=== The records ===

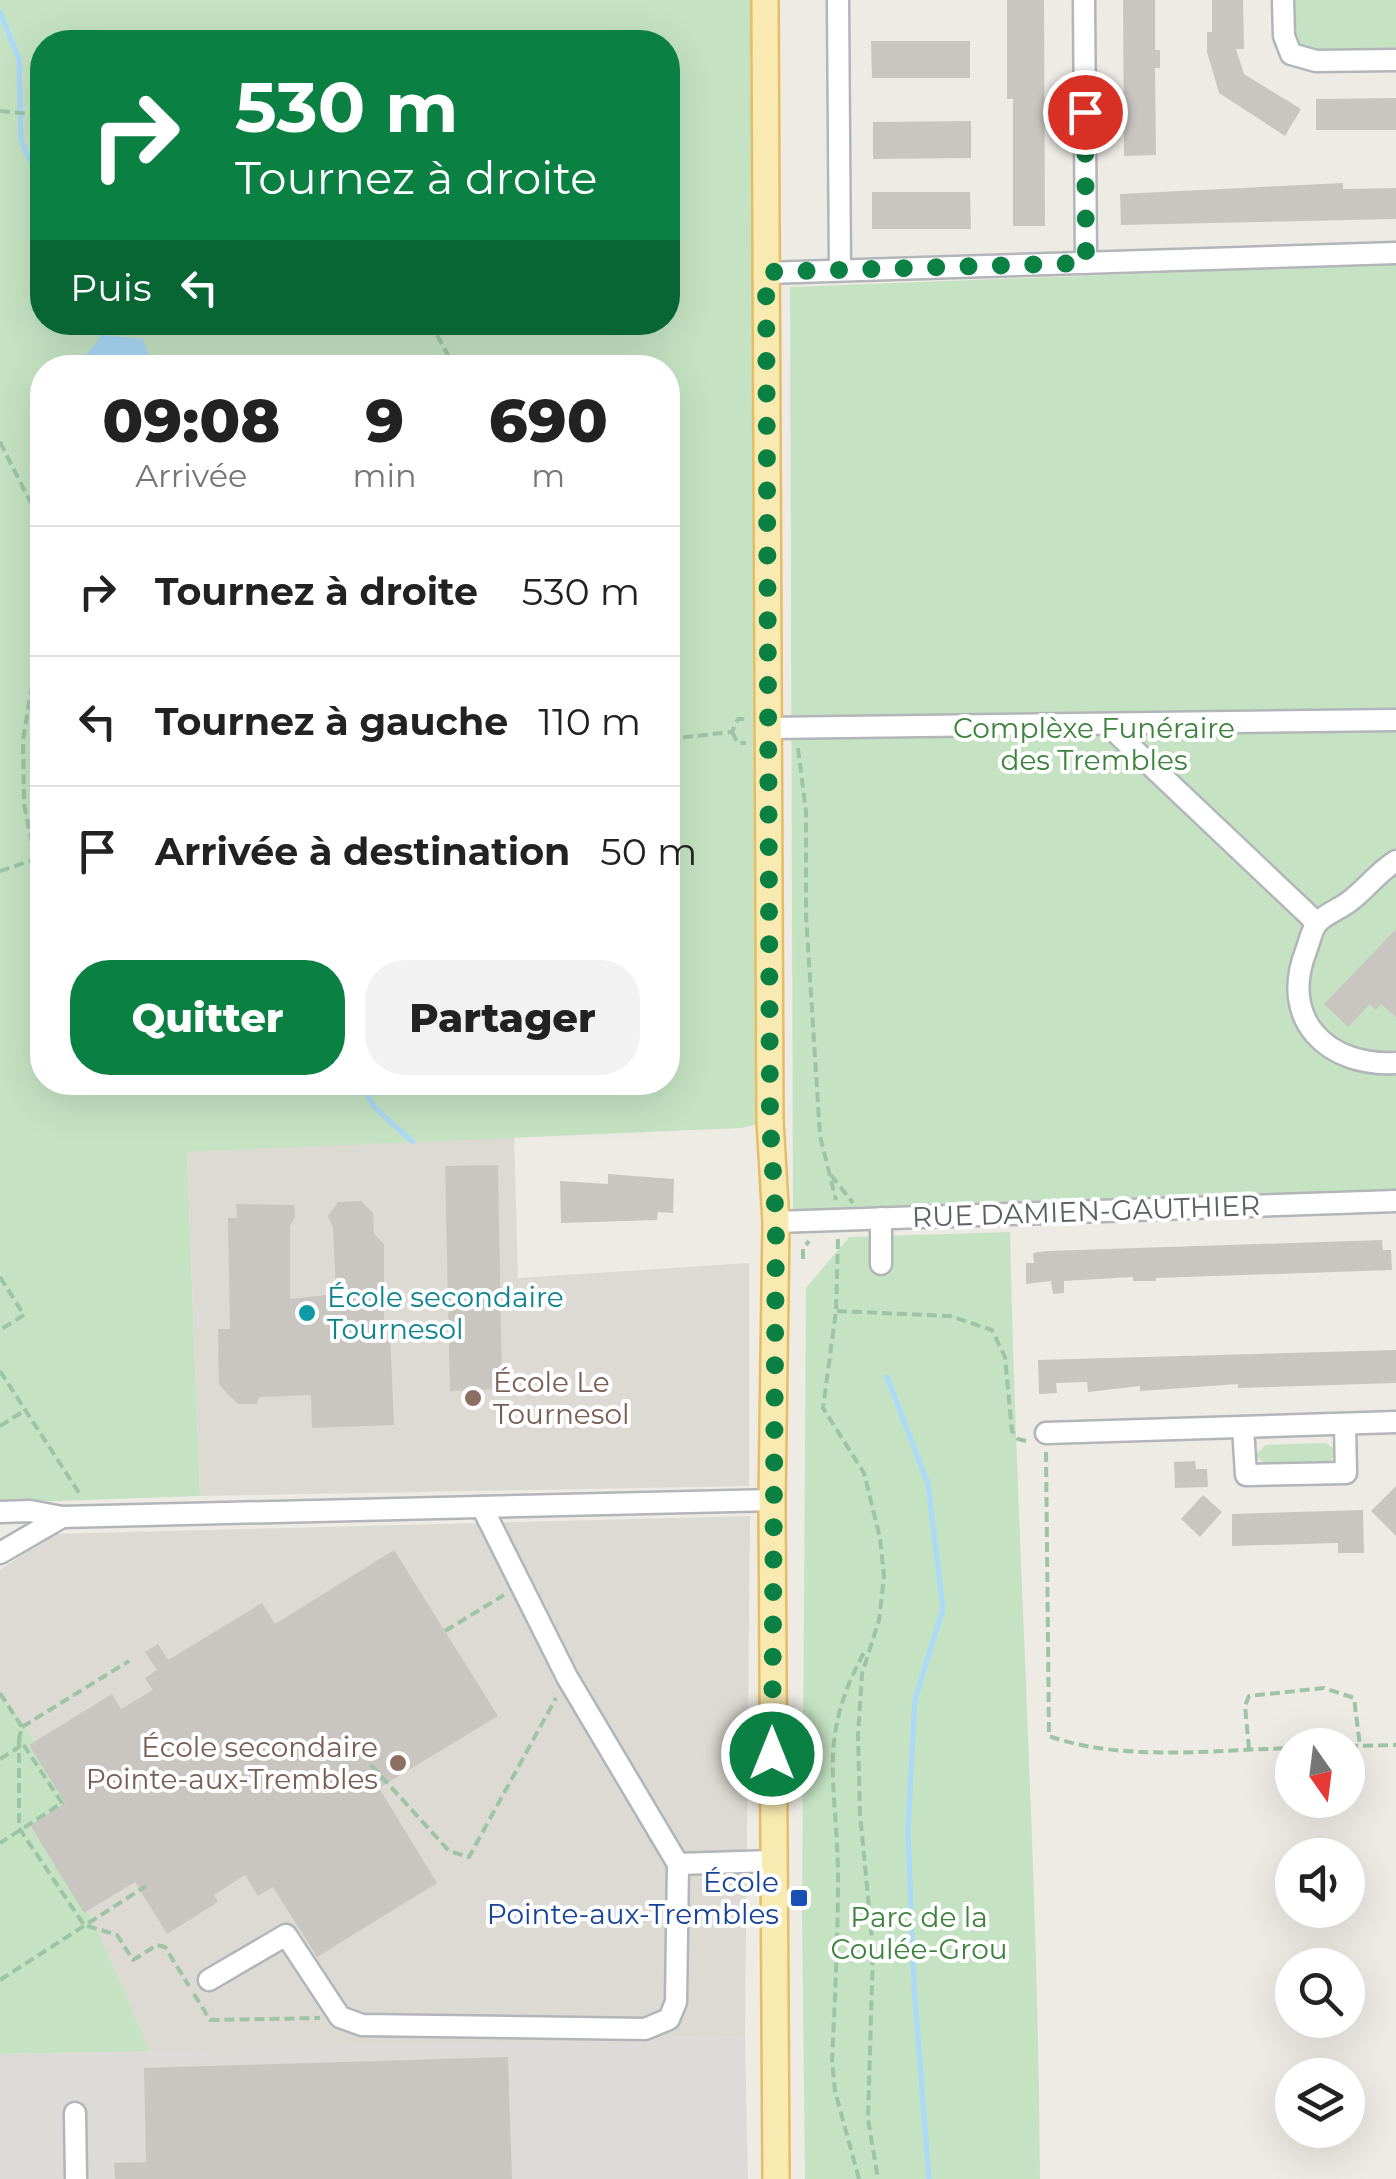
<!DOCTYPE html>
<html lang="fr">
<head>
<meta charset="utf-8">
<style>
	:root { --surface:#fff; --page:#f2f2f2; --text:#222; --muted:#767676; --line:#e0e0e0; --accent:#0b8043 }
	body { margin:0; font-family:Montserrat,sans-serif; background:var(--page); color:var(--text); height:100vh; display:flex; flex-direction:column; font-size:38px; white-space:nowrap }
	* { box-sizing:border-box; margin:0 }
	p { font-size:32px; color:var(--muted) }
	.icon { flex:none; width:55px; height:55px; fill:none; stroke:currentColor; stroke-width:2; stroke-linecap:round; stroke-linejoin:round }
	.map { position:relative; flex:1; overflow:hidden }
	.sheet { position:absolute; left:30px; top:355px; width:650px; height:740px; display:flex; flex-direction:column; background:var(--surface); border-radius:40px; box-shadow:0 10px 40px #0002 }
	.sheet>* { flex:none }
	.top-card { position:absolute; left:30px; top:30px; width:650px; height:305px; border-radius:40px; box-shadow:0 10px 40px #0002; background:#0b8043; color:#fff; overflow:hidden }
	.needle { width:65px; rotate:166deg }
	.controls { position:absolute; left:1275px; top:1728px; display:grid; gap:20px }
	.controls a { display:grid; place-items:center; width:90px; height:90px; border-radius:50%; background:var(--surface); box-shadow:0 10px 40px #0002; font-size:50px }
	.pin { position:absolute; display:grid; place-items:center; width:85px; height:85px; color:#fff; margin:-42px; border:5px solid #fff; border-radius:50%; box-shadow:0 2px 10px #0007 }
	.me { position:absolute; width:110px; margin:-55px; rotate:0deg; stroke-linejoin:round; filter:drop-shadow(0 0 8px #0008) }
	.turn { display:flex; align-items:center; gap:35px; height:210px; padding:0 40px; font-size:45px }
	.turn .icon { width:130px; height:130px; stroke-width:2.5 }
	.turn b { display:block; font-size:70px; line-height:85px }
	.then { display:flex; align-items:center; height:95px; padding:0 40px; background:#0003; gap:20px; font-size:38px }
	.eta { display:flex; justify-content:space-evenly; align-items:center; height:170px; text-align:center }
	.eta b { font-size:60px; font-weight:800; line-height:70px }
	.action { display:flex; gap:20px; margin-top:auto; padding:20px 40px }
	.action a { flex:1; height:115px; border-radius:40px; background:var(--accent); color:#fff; font-size:40px; font-weight:800; line-height:115px; text-align:center }
	.action a+a { background:var(--page); color:var(--text) }
	ul { padding:0; list-style:none }
	li { display:flex; align-items:center; gap:30px; height:130px; padding:0 40px; border-top:2px solid var(--line) }
	li div { flex:1 }
	li b { display:block; font-size:38px }
	li em { font-style:normal }
	.map>svg:first-child { display:block }
</style>
</head>
<body>
<div class="map">
<svg width="1396" height="2179" viewBox="0 0 1396 2179">
	<rect width="100%" height="100%" fill="#eeebe5"/>
	<path fill="#dddbd7" d="M 745,2036 L 748,2179 L 0,2179 L 0,2054 Z"/>
	<g fill="#dddad3">
		<path d="M 514,1135 L 518,1278 L 749,1263 L 749,1486 L 200,1496 L 187,1152 Z"/>
		<path d="M 750,1516 L 745,2036 L 150,2051 L 93,1920 L 30,1825 L 22,1727 L 0,1692 L 0,1570 L 53,1534 Z"/>
	</g>
	<g fill="#c5e3c3" fill-rule="evenodd">
		<path d="M 0,0 L 765,0 L 770,1121 L 741,1128 L 187,1152 L 200,1496 L 0,1503 ZM 42,42 L 668,42 L 668,322 L 42,322 ZM 42,368 L 668,368 L 668,1082 L 42,1082 Z"/>
		<path d="M 1283,0 L 1396,0 L 1396,60 L 1291,54 Z"/>
		<path d="M 1396,264 L 1396,1201 L 793,1216 L 790,287 Z"/>
		<path d="M 1010,1232 C 1017,1548 1038,1863 1040,2179 L 805,2179 L 802,1914 L 806,1288 L 849,1237 Z"/>
		<path d="M 1326,1443 L 1337,1451 L 1329,1465 L 1264,1466 L 1256,1454 L 1266,1445 Z"/>
		<path d="M 0,1692 L 74,1798 L 30,1826 L 93,1920 L 150,2051 L 0,2054 Z"/>
	</g>
	<path fill="#abd9f8" d="M 102,335 L 143,339 L 153,367 L 86,367 L 83,359 Z"/>
	<g fill="none" stroke-linecap="round" stroke-linejoin="round">
		<g stroke="#abd9f8" stroke-width="5">
			<path d="M 0,12 L 19,59 L 21,141 L 42,185"/>
			<path d="M 97,322 L 102,335"/>
			<path d="M 367,1094 L 374,1107 L 413,1142"/>
			<path d="M 887,1377 L 928,1484 L 943,1609 L 915,1699 L 908,1830 L 914,1986 L 929,2179"/>
		</g>
	</g>
	<g fill="#c9c6c2">
		<path d="M 1007,0 L 1044,0 L 1045,226 L 1013,226 L 1013,99 L 1007,99 Z"/>
		<path d="M 1123,0 L 1155,0 L 1155,50 L 1160,50 L 1160,68 L 1155,68 L 1156,155 L 1124,156 Z"/>
		<path d="M 1212,0 L 1243,0 L 1244,49 L 1236,49 L 1244,74 L 1301,109 L 1285,136 L 1219,93 L 1207,52 L 1207,32 L 1212,32 Z"/>
		<path d="M 871,41 L 970,41 L 970,78 L 872,78 Z"/>
		<path d="M 1396,98 L 1396,130 L 1316,130 L 1316,99 Z"/>
		<path d="M 971,121 L 971,158 L 873,159 L 873,122 Z"/>
		<path d="M 1343,183 L 1343,189 L 1396,188 L 1396,219 L 1121,225 L 1120,194 Z"/>
		<path d="M 872,192 L 970,192 L 971,229 L 872,229 Z"/>
		<path d="M 1396,929 L 1396,1017 L 1381,1004 L 1376,1010 L 1370,1004 L 1348,1027 L 1324,1004 Z"/>
		<path d="M 498,1165 L 502,1389 L 450,1391 L 445,1166 Z"/>
		<path d="M 608,1174 L 674,1179 L 673,1213 L 658,1212 L 657,1220 L 561,1223 L 560,1181 L 608,1184 Z"/>
		<path d="M 361,1201 L 373,1213 L 374,1234 L 384,1244 L 384,1327 L 390,1332 L 394,1425 L 312,1428 L 311,1395 L 259,1397 L 257,1404 L 238,1404 L 219,1385 L 218,1329 L 230,1329 L 228,1218 L 237,1218 L 236,1204 L 294,1205 L 295,1217 L 290,1226 L 290,1299 L 336,1294 L 333,1228 L 328,1216 L 338,1202 Z"/>
		<path d="M 1382,1240 L 1383,1250 L 1391,1250 L 1392,1270 L 1156,1278 L 1156,1281 L 1133,1281 L 1133,1277 L 1064,1281 L 1064,1293 L 1053,1294 L 1051,1281 L 1026,1284 L 1026,1263 L 1034,1263 L 1033,1253 L 1047,1251 Z"/>
		<path d="M 1396,1350 L 1396,1383 L 1238,1388 L 1238,1384 L 1140,1391 L 1140,1386 L 1088,1392 L 1087,1382 L 1056,1383 L 1057,1393 L 1039,1394 L 1038,1360 Z"/>
		<path d="M 1195,1461 L 1196,1469 L 1207,1469 L 1208,1487 L 1175,1488 L 1174,1462 Z"/>
		<path d="M 1396,1486 L 1396,1536 L 1371,1511 Z"/>
		<path d="M 1203,1495 L 1222,1512 L 1200,1537 L 1181,1519 Z"/>
		<path d="M 1363,1510 L 1364,1553 L 1338,1553 L 1338,1543 L 1232,1546 L 1232,1514 Z"/>
		<path d="M 394,1550 L 498,1716 L 379,1788 L 437,1883 L 317,1957 L 273,1887 L 258,1896 L 245,1875 L 214,1895 L 218,1902 L 167,1934 L 135,1882 L 84,1913 L 30,1825 L 65,1803 L 29,1745 L 112,1694 L 121,1709 L 153,1690 L 145,1678 L 157,1670 L 145,1652 L 158,1644 L 168,1660 L 262,1603 L 275,1624 Z"/>
		<path d="M 508,2057 L 512,2179 L 115,2179 L 114,2163 L 146,2162 L 144,2068 Z"/>
	</g>
	<g fill="none" stroke-linecap="round" stroke-linejoin="round">
		<defs>
			<g id="minor">
				<path d="M 838,0 L 840,270"/>
				<path d="M 1084,0 L 1086,263"/>
				<path d="M 1283,0 L 1284,36 L 1291,54 L 1316,61 L 1396,60"/>
				<path d="M 766,273 L 1396,253"/>
				<path d="M 1107,724 L 1317,923"/>
				<path d="M 768,728 L 1396,720"/>
				<path d="M 1396,861 C 1379,871 1366,889 1350,901 C 1340,909 1325,914 1317,923 C 1312,929 1309,943 1306,951 C 1279,1020 1328,1067 1396,1063"/>
				<path d="M 776,1222 L 1396,1201"/>
				<path d="M 881,1264 L 881,1218"/>
				<path d="M 1243,1427 L 1246,1475 L 1346,1473 L 1345,1424"/>
				<path d="M 1046,1433 L 1396,1422"/>
				<path d="M 0,1512 L 30,1511 L 62,1517 L 772,1500"/>
				<path d="M 0,1553 L 62,1517"/>
				<path d="M 678,1864 L 773,1861"/>
				<path d="M 209,1980 L 286,1935 L 340,2017 L 362,2025 L 645,2029 L 669,2019 L 676,2002 L 678,1864 L 567,1677 L 482,1507"/>
				<path d="M 75,2113 L 76,2179"/>
			</g>
			<path id="major" d="M 765,0 L 770,1121 L 776,1222 L 772,1500 L 776,2179"/>
		</defs>
		<use href="#minor" stroke="#b2b5b9" stroke-width="25"/>
		<use href="#major" stroke="#e5bd66" stroke-width="30"/>
		<g stroke="#9ec4a7" stroke-width="4" stroke-dasharray="10 5" stroke-linecap="butt">
			<path d="M 0,111 L 42,115"/>
			<path d="M 430,322 L 455,368"/>
			<path d="M 0,442 L 42,525"/>
			<path d="M 732,732 L 738,743 L 746,743"/>
			<path d="M 668,739 L 732,732 L 738,719 L 749,719"/>
			<path d="M 798,748 L 806,812 L 806,915 L 820,1136 L 836,1200"/>
			<path d="M 35,858 L 24,804 L 23,740 L 42,625"/>
			<path d="M 0,871 L 42,857"/>
			<path d="M 831,1175 L 853,1203"/>
			<path d="M 838,1239 L 836,1311 L 823,1408 L 864,1473 L 880,1538 L 884,1576 L 879,1620 L 862,1674 L 858,1735 L 860,1814 L 873,1949 L 868,2119 L 878,2179"/>
			<path d="M 803,1259 L 803,1249 L 809,1241"/>
			<path d="M 0,1277 L 24,1315 L 0,1330"/>
			<path d="M 837,1311 L 950,1316 L 992,1330 L 1005,1357 L 1012,1431 L 1018,1439 L 1030,1442"/>
			<path d="M 0,1371 L 81,1496"/>
			<path d="M 0,1426 L 24,1411"/>
			<path d="M 1046,1452 L 1049,1736 C 1120,1762 1217,1750 1292,1748"/>
			<path d="M 445,1631 L 504,1595"/>
			<path d="M 0,1693 L 22,1727 L 19,1738 L 62,1803 L 0,1843"/>
			<path d="M 22,1727 L 129,1661"/>
			<path d="M 19,1738 L 19,1828 L 84,1925 L 117,1935 L 133,1960 L 157,1945 L 165,1947 L 189,1986"/>
			<path d="M 1348,1746 L 1396,1745"/>
			<path d="M 1249,1749 L 1245,1706 L 1249,1696 L 1324,1688 L 1354,1698 L 1360,1746"/>
			<path d="M 0,1759 L 19,1747"/>
			<path d="M 371,1765 L 449,1851 L 469,1857 L 556,1698"/>
			<path d="M 0,1980 L 146,1886"/>
			<path d="M 194,1994 L 210,2020 L 320,2018"/>
			<path d="M 859,2179 L 835,2091 L 832,2061 C 835,1999 838,1937 838,1875 C 837,1781 816,1738 866,1649"/>
		</g>
		<use href="#minor" stroke="#fff" stroke-width="20"/>
		<use href="#major" stroke="#f8eab0" stroke-width="25"/>
	</g>
	<g fill="none" stroke-linecap="round" stroke-linejoin="round">
		<path stroke="#0b8043" stroke-width="18" stroke-dasharray="0 32.4" d="M 772,1754 L 776,1222 L 770,1121 L 766,272 L 1086,263 L 1085,112"/>
	</g>
	<circle fill="#0f9aa8" stroke="#fff" stroke-width="4" cx="307" cy="1313" r="10"/>
	<g fill="#8d6e63" stroke="#fff" stroke-width="4">
		<circle cx="473" cy="1398" r="10"/>
		<circle cx="398" cy="1763" r="10"/>
	</g>
	<rect fill="#1a4fb4" stroke="#fff" stroke-width="4" x="789" y="1888" width="20" height="20" rx="5"/>
	<g text-anchor="middle" stroke-width="8" stroke-linejoin="round" paint-order="stroke">
		<g font-size="28" fill="#3d833e" stroke="#fff">
			<text x="1094" y="738">Complèxe Funéraire<tspan x="1094" dy="32">des Trembles</tspan></text>
			<text x="919" y="1927">Parc de la<tspan x="919" dy="32">Coulée-Grou</tspan></text>
		</g>
		<g font-size="28" fill="#5d6064" stroke="#fff">
			<text transform="translate(1086 1211) rotate(-2)" y="10">RUE DAMIEN-GAUTHIER</text>
		</g>
		<g font-size="28" fill="#0d838f" stroke="#fff" text-anchor="start">
			<text x="327" y="1307">École secondaire<tspan x="327" dy="32">Tournesol</tspan></text>
		</g>
		<g font-size="28" fill="#785e54" stroke="#fff" text-anchor="start">
			<text x="493" y="1392">École Le<tspan x="493" dy="32">Tournesol</tspan></text>
			<text x="378" y="1757" text-anchor="end">École secondaire<tspan x="378" dy="32">Pointe-aux-Trembles</tspan></text>
		</g>
		<g font-size="28" fill="#164399" stroke="#fff" text-anchor="end">
			<text x="779" y="1892">École<tspan x="779" dy="32">Pointe-aux-Trembles</tspan></text>
		</g>
	</g>
</svg>
<div class="controls">
<a><svg class="needle" viewBox="-14 -14 28 28"><path d="M0-13l5 13h-10z" fill="#e53935"/><path d="M0 13l5-13h-10z" fill="#767676"/></svg></a>
<a><svg class="icon" aria-label="sound" viewBox="0 0 24 24"><path d="M4 9h4l5-4v14l-5-4H4zM17 9q2 3 0 6"/></svg></a>
<a><svg class="icon" aria-label="search" viewBox="0 0 24 24"><circle cx="10" cy="10" r="6"/><path d="M15 15l6 6"/></svg></a>
<a><svg class="icon" aria-label="layers" viewBox="0 0 24 24"><path d="M12 4l9 5-9 5-9-5zM3 14l9 5 9-5"/></svg></a>
</div>
<div class="pin" style="left:1085px;top:112px;background:#d93025"><svg class="icon" aria-label="arrive" viewBox="0 0 24 24"><path d="M6 21V4h12l-3 4 3 4H6"/></svg></div>
<svg class="me" style="left:772px;top:1754px" viewBox="-20 -20 40 40"><circle r="17" fill="#0b8043" stroke="#fff" stroke-width="3"/><path d="M0-11L8 9 0 5-8 9z" fill="#fff"/></svg>
<div class="top-card">
<div class="turn"><svg class="icon" aria-label="right" viewBox="0 0 24 24"><path d="M7 20v-9h11M14 6l5 5-5 5"/></svg><div><b>530 m</b>Tournez à droite</div></div>
<div class="then">Puis<svg class="icon" aria-label="left" viewBox="0 0 24 24"><path d="M17 20v-9H6M10 6l-5 5 5 5"/></svg></div>
</div>
<section class="sheet">
<div class="eta">
<div><b>09:08</b><p>Arrivée</p></div>
<div><b>9</b><p>min</p></div>
<div><b>690</b><p>m</p></div>
</div>
<ul>
<li><svg class="icon" aria-label="right" viewBox="0 0 24 24"><path d="M7 20v-9h11M14 6l5 5-5 5"/></svg><div><b>Tournez à droite</b></div><em>530 m</em></li>
<li><svg class="icon" aria-label="left" viewBox="0 0 24 24"><path d="M17 20v-9H6M10 6l-5 5 5 5"/></svg><div><b>Tournez à gauche</b></div><em>110 m</em></li>
<li><svg class="icon" aria-label="arrive" viewBox="0 0 24 24"><path d="M6 21V4h12l-3 4 3 4H6"/></svg><div><b>Arrivée à destination</b></div><em>50 m</em></li>
</ul>
<div class="action"><a>Quitter</a><a>Partager</a></div>
</section>
</div>
</body>
</html>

===

Brief: Only the lines from the start of the records to the line with "position:relative; flex:1; overflow:hidden" belong in the copy. Print them exactly, minus pictures.

Result of the task:
<!DOCTYPE html>
<html lang="fr">
<head>
<meta charset="utf-8">
<style>
	:root { --surface:#fff; --page:#f2f2f2; --text:#222; --muted:#767676; --line:#e0e0e0; --accent:#0b8043 }
	body { margin:0; font-family:Montserrat,sans-serif; background:var(--page); color:var(--text); height:100vh; display:flex; flex-direction:column; font-size:38px; white-space:nowrap }
	* { box-sizing:border-box; margin:0 }
	p { font-size:32px; color:var(--muted) }
	.icon { flex:none; width:55px; height:55px; fill:none; stroke:currentColor; stroke-width:2; stroke-linecap:round; stroke-linejoin:round }
	.map { position:relative; flex:1; overflow:hidden }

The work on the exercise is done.